### [Instructions for the task]
Your answer should be each line of the entries that contains the word "they", copied in full.
# # #
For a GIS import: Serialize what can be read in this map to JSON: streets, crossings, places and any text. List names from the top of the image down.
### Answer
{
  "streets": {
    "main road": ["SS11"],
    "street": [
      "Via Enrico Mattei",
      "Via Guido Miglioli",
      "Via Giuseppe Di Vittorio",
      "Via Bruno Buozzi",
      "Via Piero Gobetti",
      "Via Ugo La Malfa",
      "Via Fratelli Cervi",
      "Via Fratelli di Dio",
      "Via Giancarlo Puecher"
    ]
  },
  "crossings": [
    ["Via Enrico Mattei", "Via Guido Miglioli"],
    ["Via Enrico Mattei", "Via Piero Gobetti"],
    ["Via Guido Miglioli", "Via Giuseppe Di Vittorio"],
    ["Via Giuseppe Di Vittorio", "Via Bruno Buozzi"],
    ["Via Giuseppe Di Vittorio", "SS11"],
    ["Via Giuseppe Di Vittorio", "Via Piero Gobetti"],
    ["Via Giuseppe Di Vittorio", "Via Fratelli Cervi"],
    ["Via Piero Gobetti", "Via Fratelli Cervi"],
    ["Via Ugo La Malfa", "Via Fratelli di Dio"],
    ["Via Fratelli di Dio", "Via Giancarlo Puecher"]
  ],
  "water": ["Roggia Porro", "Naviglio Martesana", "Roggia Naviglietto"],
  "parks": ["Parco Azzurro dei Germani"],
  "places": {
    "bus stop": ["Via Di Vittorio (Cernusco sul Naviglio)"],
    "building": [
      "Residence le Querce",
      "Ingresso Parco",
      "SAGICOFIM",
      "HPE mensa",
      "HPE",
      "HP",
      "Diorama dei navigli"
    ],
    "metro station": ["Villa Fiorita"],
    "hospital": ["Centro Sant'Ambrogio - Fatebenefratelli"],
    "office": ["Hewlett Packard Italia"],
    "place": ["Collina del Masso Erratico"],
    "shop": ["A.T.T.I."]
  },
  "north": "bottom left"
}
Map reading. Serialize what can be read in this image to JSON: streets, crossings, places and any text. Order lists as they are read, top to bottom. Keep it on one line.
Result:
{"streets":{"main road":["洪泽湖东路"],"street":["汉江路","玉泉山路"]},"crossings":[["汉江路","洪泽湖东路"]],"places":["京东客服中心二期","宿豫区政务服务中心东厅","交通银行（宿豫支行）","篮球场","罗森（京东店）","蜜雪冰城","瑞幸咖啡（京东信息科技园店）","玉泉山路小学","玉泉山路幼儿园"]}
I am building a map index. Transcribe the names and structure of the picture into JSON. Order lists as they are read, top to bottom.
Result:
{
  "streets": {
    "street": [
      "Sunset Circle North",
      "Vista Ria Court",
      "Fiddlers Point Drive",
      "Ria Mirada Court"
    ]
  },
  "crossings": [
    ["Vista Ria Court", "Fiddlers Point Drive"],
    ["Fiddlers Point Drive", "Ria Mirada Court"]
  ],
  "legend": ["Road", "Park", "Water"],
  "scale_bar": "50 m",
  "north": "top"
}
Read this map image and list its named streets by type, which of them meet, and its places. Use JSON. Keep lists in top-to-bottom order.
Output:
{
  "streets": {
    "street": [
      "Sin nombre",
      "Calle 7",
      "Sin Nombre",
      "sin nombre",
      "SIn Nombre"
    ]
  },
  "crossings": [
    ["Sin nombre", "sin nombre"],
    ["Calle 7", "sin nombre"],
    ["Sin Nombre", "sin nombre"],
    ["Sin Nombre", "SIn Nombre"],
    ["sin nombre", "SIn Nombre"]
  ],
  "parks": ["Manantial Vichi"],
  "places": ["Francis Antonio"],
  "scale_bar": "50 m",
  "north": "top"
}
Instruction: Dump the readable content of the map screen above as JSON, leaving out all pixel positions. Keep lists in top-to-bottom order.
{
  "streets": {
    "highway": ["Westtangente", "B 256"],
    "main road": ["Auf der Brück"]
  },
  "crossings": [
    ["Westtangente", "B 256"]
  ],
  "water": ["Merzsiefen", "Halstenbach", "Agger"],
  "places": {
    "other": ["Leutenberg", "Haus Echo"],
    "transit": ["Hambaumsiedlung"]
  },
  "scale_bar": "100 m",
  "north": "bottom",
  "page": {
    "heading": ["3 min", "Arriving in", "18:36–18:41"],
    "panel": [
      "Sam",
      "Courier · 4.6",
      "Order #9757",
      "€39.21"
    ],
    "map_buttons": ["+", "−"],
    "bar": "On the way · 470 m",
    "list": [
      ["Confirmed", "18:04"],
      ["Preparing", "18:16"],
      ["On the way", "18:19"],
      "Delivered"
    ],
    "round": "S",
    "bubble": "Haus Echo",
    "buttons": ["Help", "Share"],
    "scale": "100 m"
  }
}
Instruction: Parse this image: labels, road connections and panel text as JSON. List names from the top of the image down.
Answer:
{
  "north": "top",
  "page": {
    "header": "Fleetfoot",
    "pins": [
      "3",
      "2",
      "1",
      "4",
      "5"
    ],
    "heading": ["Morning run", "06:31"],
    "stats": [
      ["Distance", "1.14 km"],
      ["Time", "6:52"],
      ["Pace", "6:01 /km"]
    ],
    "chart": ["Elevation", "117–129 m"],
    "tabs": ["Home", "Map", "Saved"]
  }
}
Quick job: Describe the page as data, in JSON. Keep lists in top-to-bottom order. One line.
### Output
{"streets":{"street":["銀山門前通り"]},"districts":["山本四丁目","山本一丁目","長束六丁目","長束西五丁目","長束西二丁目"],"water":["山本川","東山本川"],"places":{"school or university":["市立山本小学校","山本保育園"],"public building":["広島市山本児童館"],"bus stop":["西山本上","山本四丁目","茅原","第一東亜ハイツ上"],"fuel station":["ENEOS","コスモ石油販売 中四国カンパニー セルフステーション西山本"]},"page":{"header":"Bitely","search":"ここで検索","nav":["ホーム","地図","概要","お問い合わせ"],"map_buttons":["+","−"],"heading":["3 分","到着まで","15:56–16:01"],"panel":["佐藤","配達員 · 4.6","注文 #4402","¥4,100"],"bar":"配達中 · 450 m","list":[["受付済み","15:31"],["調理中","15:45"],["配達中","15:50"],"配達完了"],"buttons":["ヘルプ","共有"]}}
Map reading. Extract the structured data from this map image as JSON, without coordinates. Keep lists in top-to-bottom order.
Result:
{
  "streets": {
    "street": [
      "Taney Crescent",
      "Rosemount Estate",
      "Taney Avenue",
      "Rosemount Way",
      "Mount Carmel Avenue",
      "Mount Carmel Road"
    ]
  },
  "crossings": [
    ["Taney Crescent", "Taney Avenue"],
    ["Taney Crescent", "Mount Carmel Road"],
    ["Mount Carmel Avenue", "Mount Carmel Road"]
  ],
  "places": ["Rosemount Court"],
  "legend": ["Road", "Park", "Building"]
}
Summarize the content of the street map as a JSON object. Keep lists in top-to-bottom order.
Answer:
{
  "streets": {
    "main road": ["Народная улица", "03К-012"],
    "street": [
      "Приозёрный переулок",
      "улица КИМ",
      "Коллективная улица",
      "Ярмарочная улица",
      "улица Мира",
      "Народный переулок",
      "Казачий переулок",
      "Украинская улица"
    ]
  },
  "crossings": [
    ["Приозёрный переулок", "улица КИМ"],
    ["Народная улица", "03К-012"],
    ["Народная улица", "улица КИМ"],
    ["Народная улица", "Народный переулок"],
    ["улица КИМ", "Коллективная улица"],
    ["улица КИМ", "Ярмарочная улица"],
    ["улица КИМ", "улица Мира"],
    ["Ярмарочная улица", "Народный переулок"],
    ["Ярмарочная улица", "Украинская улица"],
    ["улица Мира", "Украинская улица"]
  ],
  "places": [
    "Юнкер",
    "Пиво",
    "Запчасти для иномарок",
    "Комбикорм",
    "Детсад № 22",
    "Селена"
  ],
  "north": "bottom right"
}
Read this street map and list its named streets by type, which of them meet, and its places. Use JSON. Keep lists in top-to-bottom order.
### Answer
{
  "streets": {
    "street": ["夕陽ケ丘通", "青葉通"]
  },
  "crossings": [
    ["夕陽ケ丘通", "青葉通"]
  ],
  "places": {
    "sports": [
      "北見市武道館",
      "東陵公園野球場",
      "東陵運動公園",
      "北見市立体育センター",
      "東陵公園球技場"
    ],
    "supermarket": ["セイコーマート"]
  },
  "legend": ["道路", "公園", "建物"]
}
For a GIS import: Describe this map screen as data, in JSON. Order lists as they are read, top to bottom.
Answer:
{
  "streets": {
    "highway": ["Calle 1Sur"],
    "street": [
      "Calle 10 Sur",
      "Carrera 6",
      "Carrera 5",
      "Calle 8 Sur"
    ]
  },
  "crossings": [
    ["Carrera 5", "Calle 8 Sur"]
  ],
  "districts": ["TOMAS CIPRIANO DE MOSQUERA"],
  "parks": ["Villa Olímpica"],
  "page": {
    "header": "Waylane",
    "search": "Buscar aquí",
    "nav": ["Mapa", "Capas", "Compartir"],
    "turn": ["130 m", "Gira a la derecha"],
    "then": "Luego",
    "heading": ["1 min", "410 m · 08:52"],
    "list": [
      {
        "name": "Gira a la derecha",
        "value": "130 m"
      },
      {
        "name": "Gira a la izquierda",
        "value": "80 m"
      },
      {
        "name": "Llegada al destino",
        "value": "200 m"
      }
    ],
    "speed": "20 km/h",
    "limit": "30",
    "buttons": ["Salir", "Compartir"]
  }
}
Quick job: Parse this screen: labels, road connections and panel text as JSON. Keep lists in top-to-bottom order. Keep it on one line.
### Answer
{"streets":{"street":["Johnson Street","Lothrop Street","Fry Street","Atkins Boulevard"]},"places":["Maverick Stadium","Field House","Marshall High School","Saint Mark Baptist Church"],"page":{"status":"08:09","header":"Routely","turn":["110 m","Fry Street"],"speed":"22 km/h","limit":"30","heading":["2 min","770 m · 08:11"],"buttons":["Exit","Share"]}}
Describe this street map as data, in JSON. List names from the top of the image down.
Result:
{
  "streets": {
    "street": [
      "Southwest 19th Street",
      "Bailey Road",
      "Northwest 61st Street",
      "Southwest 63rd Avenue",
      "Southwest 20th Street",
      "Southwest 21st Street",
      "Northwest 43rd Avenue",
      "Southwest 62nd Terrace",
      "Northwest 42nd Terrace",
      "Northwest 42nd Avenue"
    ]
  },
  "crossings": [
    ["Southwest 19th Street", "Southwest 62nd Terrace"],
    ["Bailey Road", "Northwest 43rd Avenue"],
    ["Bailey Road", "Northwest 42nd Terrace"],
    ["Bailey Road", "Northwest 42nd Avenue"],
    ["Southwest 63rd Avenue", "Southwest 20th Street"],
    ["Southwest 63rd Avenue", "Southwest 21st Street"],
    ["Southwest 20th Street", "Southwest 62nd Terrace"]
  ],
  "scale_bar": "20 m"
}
# # #
### [Reply]
Map reading. Serialize what can be read in this image to JSON: streets, crossings, places and any text. Order lists as they are read, top to bottom. Keep it on one line.
I am building a map index. Transcribe the names and structure of the picture into JSON. Order lists as they are read, top to bottom.
For a GIS import: Describe this map screen as data, in JSON. Order lists as they are read, top to bottom.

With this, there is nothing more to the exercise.